Material to process
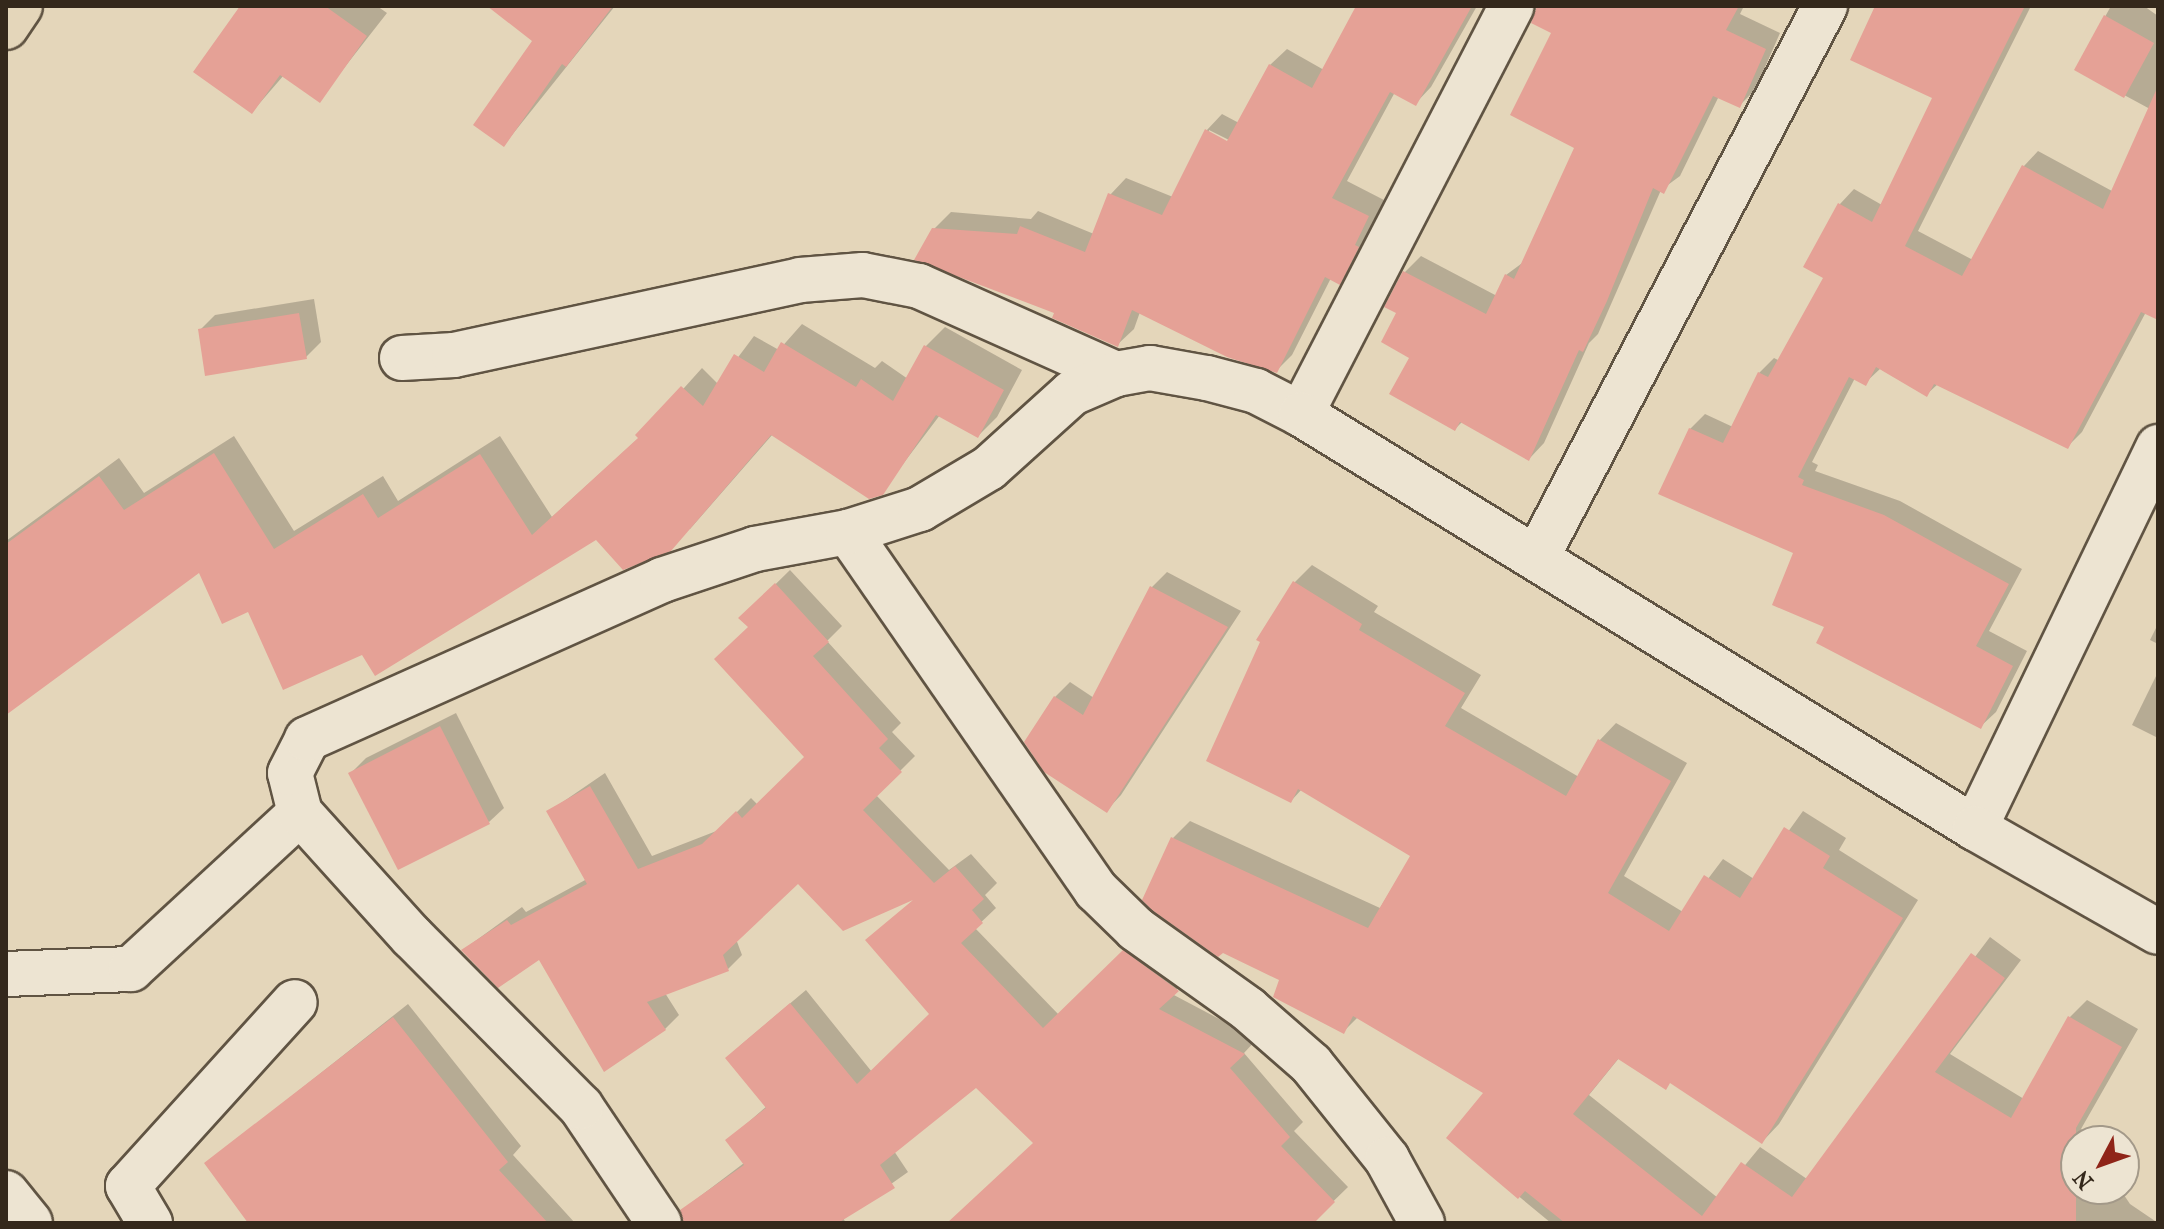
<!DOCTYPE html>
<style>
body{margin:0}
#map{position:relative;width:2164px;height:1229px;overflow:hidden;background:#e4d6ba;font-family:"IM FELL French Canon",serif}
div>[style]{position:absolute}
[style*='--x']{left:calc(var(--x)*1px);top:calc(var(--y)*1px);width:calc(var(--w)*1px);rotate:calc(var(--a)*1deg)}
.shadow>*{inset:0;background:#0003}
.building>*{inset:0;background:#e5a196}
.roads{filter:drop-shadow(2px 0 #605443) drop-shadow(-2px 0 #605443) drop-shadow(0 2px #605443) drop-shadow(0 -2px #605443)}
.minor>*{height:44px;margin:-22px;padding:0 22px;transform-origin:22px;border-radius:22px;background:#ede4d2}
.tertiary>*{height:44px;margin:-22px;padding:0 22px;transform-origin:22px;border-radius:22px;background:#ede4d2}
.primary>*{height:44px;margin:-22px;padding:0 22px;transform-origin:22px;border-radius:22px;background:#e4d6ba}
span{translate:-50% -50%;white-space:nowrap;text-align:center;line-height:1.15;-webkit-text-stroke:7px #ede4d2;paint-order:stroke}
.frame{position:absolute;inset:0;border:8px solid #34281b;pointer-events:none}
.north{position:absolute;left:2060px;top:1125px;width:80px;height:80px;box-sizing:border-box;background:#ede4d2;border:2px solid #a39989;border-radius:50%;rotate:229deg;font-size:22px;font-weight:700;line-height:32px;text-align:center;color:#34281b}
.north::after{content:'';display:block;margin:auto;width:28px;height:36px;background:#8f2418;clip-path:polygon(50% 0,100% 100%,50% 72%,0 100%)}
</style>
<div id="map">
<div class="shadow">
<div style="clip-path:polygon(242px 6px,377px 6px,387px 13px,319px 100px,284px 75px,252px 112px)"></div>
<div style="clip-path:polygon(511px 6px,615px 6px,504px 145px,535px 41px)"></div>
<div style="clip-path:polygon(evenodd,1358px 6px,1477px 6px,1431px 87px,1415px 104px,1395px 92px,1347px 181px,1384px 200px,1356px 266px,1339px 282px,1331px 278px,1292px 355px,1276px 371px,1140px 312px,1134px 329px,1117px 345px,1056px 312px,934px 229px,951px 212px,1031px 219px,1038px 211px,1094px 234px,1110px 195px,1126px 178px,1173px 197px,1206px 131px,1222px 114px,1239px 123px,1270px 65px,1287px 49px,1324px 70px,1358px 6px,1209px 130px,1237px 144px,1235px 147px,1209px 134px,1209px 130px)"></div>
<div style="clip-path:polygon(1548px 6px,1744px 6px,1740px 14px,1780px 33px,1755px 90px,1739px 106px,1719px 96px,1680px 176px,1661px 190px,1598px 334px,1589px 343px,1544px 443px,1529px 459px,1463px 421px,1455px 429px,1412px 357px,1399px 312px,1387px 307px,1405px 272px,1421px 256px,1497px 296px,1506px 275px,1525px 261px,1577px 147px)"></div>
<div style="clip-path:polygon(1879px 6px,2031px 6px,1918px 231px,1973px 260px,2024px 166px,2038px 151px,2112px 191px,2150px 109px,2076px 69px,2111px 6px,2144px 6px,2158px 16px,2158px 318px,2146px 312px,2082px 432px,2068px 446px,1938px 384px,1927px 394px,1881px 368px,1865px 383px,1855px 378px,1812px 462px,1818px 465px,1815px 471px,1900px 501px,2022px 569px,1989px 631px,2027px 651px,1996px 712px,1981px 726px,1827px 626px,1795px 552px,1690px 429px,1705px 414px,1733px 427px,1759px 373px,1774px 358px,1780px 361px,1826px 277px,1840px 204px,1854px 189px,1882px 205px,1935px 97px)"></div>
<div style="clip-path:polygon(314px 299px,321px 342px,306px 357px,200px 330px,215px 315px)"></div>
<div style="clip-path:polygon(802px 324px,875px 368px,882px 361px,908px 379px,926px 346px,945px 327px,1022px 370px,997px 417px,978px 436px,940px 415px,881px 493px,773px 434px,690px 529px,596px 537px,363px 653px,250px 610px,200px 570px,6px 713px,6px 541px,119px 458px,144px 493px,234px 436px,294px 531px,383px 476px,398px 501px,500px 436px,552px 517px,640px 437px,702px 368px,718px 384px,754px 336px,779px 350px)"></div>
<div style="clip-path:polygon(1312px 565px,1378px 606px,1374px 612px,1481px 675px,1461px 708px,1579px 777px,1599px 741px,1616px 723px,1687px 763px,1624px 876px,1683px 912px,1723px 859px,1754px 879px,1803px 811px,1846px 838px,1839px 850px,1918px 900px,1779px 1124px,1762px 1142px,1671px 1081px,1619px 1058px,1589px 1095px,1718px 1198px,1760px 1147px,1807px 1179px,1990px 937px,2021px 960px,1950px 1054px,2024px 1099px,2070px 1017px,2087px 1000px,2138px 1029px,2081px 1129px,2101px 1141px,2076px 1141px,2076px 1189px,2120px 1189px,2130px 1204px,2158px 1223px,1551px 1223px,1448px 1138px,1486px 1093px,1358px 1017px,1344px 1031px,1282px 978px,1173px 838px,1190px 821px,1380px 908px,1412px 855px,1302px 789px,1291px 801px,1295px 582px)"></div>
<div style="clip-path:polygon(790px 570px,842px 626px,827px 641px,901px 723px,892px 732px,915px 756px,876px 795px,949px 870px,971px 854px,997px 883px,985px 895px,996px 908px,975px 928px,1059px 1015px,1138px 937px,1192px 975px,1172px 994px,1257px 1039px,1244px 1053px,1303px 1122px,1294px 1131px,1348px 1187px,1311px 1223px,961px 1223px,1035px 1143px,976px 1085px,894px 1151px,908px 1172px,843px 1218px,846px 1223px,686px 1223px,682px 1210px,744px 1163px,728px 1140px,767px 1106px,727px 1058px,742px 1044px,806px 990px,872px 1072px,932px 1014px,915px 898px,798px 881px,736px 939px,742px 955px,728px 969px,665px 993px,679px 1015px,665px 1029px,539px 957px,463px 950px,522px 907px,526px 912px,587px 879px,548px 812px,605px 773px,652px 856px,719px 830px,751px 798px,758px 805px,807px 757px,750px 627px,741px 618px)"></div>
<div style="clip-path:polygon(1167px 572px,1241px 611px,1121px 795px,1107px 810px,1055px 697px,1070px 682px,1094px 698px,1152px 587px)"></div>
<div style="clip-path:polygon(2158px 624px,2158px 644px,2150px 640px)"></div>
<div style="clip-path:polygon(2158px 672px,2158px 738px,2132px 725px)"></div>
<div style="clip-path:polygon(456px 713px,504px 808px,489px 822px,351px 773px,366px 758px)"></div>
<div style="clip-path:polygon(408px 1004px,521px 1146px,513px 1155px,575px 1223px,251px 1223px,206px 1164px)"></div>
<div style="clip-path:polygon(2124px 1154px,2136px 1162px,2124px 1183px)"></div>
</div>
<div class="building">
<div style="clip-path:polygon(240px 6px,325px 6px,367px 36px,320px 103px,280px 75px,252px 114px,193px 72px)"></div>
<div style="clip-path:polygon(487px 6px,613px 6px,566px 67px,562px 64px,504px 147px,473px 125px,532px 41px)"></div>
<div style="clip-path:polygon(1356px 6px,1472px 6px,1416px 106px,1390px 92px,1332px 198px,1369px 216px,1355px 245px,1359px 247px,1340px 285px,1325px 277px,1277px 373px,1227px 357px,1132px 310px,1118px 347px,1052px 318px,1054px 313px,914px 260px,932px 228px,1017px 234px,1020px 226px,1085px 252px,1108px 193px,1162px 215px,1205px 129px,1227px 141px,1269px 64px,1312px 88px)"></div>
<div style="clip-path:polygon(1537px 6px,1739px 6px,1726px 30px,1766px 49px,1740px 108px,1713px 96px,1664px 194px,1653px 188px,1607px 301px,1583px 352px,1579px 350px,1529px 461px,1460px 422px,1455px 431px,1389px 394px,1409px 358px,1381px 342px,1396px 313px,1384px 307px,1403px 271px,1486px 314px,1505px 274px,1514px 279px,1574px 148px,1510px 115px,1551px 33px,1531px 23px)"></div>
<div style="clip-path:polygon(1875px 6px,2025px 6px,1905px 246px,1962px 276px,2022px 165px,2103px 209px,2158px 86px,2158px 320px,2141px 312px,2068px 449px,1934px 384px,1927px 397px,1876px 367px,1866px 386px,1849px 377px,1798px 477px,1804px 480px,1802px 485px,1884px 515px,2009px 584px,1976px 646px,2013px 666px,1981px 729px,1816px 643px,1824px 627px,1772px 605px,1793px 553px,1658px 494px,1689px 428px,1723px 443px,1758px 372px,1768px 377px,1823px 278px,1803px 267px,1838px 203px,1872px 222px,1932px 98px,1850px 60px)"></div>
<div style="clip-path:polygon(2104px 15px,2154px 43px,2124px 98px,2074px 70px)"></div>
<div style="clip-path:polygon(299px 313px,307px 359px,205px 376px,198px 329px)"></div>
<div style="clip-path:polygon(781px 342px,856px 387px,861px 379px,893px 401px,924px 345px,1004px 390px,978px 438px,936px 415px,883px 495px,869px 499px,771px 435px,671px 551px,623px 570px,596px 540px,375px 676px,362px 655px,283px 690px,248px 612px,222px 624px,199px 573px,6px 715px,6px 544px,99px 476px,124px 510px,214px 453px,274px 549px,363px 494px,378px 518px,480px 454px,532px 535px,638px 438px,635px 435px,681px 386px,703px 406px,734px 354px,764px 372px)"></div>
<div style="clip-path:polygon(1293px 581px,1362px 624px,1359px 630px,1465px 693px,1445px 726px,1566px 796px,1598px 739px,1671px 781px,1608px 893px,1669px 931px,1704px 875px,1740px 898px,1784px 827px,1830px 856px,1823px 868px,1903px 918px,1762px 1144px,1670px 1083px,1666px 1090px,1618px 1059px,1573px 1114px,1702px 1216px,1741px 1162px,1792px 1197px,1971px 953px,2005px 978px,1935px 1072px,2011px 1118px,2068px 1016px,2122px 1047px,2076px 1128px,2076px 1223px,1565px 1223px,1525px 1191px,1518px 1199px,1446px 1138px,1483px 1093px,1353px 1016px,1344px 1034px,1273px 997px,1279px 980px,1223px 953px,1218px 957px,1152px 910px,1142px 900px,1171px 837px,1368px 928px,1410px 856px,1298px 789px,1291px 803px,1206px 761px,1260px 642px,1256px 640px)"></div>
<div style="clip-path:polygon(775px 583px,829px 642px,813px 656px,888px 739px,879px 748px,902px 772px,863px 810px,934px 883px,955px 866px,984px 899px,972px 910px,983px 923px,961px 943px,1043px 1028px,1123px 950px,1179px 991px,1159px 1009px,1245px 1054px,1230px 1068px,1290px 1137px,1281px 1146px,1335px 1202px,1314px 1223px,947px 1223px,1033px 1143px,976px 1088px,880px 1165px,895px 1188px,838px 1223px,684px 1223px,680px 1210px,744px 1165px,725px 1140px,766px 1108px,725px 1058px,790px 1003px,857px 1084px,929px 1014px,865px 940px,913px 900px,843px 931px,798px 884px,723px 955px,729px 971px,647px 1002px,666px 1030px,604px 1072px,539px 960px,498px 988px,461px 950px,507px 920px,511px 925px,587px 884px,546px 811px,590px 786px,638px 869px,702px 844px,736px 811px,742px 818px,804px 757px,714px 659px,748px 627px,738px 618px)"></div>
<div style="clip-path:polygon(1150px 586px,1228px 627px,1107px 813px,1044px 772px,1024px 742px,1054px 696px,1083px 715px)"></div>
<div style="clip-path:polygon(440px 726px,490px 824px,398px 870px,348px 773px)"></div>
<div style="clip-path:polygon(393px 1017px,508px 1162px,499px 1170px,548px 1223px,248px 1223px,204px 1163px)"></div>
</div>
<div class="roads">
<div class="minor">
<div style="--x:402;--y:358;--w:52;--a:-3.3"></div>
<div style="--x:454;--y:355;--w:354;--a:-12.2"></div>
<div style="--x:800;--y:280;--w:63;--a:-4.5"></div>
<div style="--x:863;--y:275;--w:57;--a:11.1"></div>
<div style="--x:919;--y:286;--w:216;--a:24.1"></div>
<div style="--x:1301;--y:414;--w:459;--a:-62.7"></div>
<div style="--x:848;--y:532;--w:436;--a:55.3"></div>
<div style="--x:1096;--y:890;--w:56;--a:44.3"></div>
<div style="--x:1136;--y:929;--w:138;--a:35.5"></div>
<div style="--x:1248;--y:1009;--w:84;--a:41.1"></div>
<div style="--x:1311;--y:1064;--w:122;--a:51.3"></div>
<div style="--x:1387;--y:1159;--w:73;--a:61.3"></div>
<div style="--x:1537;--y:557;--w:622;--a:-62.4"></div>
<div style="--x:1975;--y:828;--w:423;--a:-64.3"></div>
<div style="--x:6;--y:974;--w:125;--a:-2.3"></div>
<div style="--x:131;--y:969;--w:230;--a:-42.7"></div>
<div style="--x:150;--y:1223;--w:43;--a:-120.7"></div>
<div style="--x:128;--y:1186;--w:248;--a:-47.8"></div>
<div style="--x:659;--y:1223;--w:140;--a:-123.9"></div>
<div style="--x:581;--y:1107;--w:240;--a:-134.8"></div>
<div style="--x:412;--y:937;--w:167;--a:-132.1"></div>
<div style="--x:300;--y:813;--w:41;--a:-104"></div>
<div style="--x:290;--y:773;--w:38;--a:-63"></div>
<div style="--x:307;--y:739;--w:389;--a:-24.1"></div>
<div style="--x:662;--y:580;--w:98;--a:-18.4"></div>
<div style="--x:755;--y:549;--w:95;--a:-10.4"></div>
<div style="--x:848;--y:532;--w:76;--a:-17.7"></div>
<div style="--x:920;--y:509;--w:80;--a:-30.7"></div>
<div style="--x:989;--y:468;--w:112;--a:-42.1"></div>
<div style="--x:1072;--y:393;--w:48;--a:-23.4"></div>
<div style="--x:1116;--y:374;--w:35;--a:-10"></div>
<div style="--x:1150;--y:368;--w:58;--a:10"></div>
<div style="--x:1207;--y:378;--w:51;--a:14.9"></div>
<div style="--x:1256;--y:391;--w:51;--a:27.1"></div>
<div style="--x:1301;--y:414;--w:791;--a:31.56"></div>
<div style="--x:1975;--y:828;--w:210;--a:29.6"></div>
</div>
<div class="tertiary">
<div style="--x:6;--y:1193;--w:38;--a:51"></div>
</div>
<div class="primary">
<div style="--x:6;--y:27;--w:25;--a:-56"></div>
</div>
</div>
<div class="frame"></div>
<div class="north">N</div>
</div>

Problem to solve
Nothing should appear in the answer except the lines from the first line of the data through the line holding "0 #605443) drop-shadow(-2px", exactly as written, with pictures left out.

Response below
<!DOCTYPE html>
<style>
body{margin:0}
#map{position:relative;width:2164px;height:1229px;overflow:hidden;background:#e4d6ba;font-family:"IM FELL French Canon",serif}
div>[style]{position:absolute}
[style*='--x']{left:calc(var(--x)*1px);top:calc(var(--y)*1px);width:calc(var(--w)*1px);rotate:calc(var(--a)*1deg)}
.shadow>*{inset:0;background:#0003}
.building>*{inset:0;background:#e5a196}
.roads{filter:drop-shadow(2px 0 #605443) drop-shadow(-2px 0 #605443) drop-shadow(0 2px #605443) drop-shadow(0 -2px #605443)}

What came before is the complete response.